The sorting method has three procedures: rebuild, build and heapsort.

The "rebuild" procedure uses as entry data the vector V and an index i of the vector. When the procedure is called the sub-trees of the vertice i are heaps. But the element V[i] can be smaller than its descendents, so it isn't a heap. The procedure finds the position that V[i] should take so that the sub-tree which has in its root the value of the index i is a heap.

The "build" procedure can be used " bottom to top " for transforming the vector V [1..n] in a heap. Because all of the elements of the vector V [ ( [n/2]+1 )..n] are leaves, they can be considered heaps formed by one element. This way, the procedure "build" only has to deal with the rest of the elements and to do "rebuild" for every vertice it comes across to. The order the vertices are dealt with assures that the sub-trees having as root descensents of the vertice i form heaps before "rebuild" is executed for this vertices.

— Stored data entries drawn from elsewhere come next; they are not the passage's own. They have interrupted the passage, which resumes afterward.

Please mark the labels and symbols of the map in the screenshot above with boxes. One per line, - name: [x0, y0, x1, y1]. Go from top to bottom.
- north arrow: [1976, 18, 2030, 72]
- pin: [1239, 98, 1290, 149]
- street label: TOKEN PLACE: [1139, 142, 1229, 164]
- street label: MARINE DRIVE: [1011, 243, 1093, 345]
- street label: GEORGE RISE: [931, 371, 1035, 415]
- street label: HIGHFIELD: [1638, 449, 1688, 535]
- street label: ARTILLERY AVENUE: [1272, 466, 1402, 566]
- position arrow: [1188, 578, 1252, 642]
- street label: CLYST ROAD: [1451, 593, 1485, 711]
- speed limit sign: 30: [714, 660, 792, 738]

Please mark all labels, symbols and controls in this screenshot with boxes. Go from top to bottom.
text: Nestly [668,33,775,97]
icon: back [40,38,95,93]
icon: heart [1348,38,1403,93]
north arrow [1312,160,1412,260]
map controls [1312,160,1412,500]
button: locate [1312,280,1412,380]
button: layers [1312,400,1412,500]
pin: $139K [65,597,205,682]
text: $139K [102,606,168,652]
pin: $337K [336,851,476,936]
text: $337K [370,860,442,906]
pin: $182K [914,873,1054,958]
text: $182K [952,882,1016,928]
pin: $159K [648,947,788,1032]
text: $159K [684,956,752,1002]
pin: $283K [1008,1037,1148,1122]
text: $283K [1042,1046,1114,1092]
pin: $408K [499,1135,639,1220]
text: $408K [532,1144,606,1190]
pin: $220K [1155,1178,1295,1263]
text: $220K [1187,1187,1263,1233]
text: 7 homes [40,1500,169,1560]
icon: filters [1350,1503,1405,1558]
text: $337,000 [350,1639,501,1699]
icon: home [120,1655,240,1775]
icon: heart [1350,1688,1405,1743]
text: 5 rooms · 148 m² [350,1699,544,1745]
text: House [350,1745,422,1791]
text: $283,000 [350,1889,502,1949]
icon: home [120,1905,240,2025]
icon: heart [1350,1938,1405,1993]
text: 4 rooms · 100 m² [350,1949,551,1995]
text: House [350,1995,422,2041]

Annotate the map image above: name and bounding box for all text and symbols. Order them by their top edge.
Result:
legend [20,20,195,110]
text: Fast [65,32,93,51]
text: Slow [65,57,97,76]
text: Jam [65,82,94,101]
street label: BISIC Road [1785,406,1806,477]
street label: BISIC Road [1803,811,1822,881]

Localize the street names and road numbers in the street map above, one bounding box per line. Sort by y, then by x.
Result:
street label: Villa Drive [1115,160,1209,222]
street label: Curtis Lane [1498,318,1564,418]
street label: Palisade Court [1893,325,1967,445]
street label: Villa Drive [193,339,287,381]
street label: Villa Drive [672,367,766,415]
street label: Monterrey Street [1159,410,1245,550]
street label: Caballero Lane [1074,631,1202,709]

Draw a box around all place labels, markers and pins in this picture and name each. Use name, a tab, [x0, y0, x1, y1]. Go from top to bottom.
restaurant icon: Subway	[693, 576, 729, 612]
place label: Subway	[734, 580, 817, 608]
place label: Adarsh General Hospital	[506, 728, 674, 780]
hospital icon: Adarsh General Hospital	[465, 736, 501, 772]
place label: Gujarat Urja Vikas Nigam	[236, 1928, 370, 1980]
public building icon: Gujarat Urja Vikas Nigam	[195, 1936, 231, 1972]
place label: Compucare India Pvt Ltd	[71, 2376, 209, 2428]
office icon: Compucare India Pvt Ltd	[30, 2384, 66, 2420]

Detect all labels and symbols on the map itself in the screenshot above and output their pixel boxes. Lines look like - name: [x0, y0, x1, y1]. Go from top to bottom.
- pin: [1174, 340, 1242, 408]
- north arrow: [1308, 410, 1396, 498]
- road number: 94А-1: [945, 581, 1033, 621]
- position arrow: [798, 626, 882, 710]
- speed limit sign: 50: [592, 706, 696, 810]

The "heapsort" procedure begins with the call of the procedure "build", in order to transorm the vector V[1..n] in a heap. Because the biggest element of the vector is attached to the root, this will have the last position in the ordered vector by its interchanging with V[n]. Then, excluding the n-th element of the vector and decreasing with one the length of the heap, the same algorithm is applied until the heap has only one element left.

Pascal Program:

var v:array[1..1000] of integer;

last,dim,i,j,k,l,m,n:integer;

f,g:text;

procedure readdata;

var i,j:integer;

begin

assign(f,'in.txt');

reset(f);

readln(f,n);

for i:=1 to n do

read(f,v[i]);

close(f);

end;

procedure rebuild(i:integer);

var aux,k,l,j:integer;

gasit:boolean;

begin

l:=0;

gasit:=false;

k:=0;

if 2*i<=dim then

if v[2*i]>v[i] then

begin k:=v[2*i];

l:=2*i;

gasit:=true;

end;

if 2*i+1<=dim then

if ((v[i]<v[2*i+1]) and (a[2*i+1]>k)) then

begin

k:=v[2*i+1];

l:=2*i+1;

gasit:=true;

end;

if gasit then

begin

v[l]:=v[i];

v[i]:=k;

rebuild(l);

end;

end;

procedure build;

var i,j,k:integer;

begin

for i:=last downto 1 do

rebuild(i);

end;

procedure heapsort;

var i,j,k,l:integer;

begin

dim:=n;

last:=dim div 2;

while dim>1 do

begin

build;

k:=v[1];

v[1]:=v[dim];

v[dim]:=k;

dim:=dim-1;

last:=dim div 2;

end;

end;

begin

readdata;

heapsort;

assign(g,'out.txt');

rewrite(g);

for i:=1 to n do

write(g,v[i], ' ');

close(g);

end.

C++ Program:

#include <iostream.h>
#include<fstream.h>
int v[1000],last,dim,i,j,k,l,m,n;
fstream f("in.txt",ios::in);

void readdata()
{
int i,j;
f>>n;
for (i=1;i<=n;i++)
{
f>>v[i];
}
}

void rebuild(int i)
{
int aux,k,l,j,gasit;
l=0;
gasit=0;
k=0;
if (2*i<=dim)
{
if (v[2*i]>v[i])
{
k=v[2*i];
l=2*i;
gasit=1;
}
}
if (2*i+1<=dim)
{
if ((v[i]<v[2*i+1])&&(v[2*i+1]>k))
{
k=v[2*i+1];
l=2*i+1;
gasit=1;
}
}
if (gasit==1)
{
v[l]=v[i];
v[i]=k;
rebuild(l);
}
}

void build()
{
int i;
for (i=last;i>=1;i--)
{
rebuild(i);
}
}

void heapsort()
{
int i,j,k,l;
dim=n;
last=dim/2;
while (dim>1)
{
build();
k=v[1];
v[1]=v[dim];
v[dim]=k;
dim-=1;
last=dim/2;
}
}

void main()
{
fstream g("out.txt",ios::out);
readdata();
heapsort();
for (i=1;i<=n; i++)
{
g<<v[i]<<" ";
}
f.close();
g.close();
}

Time:O(n log n)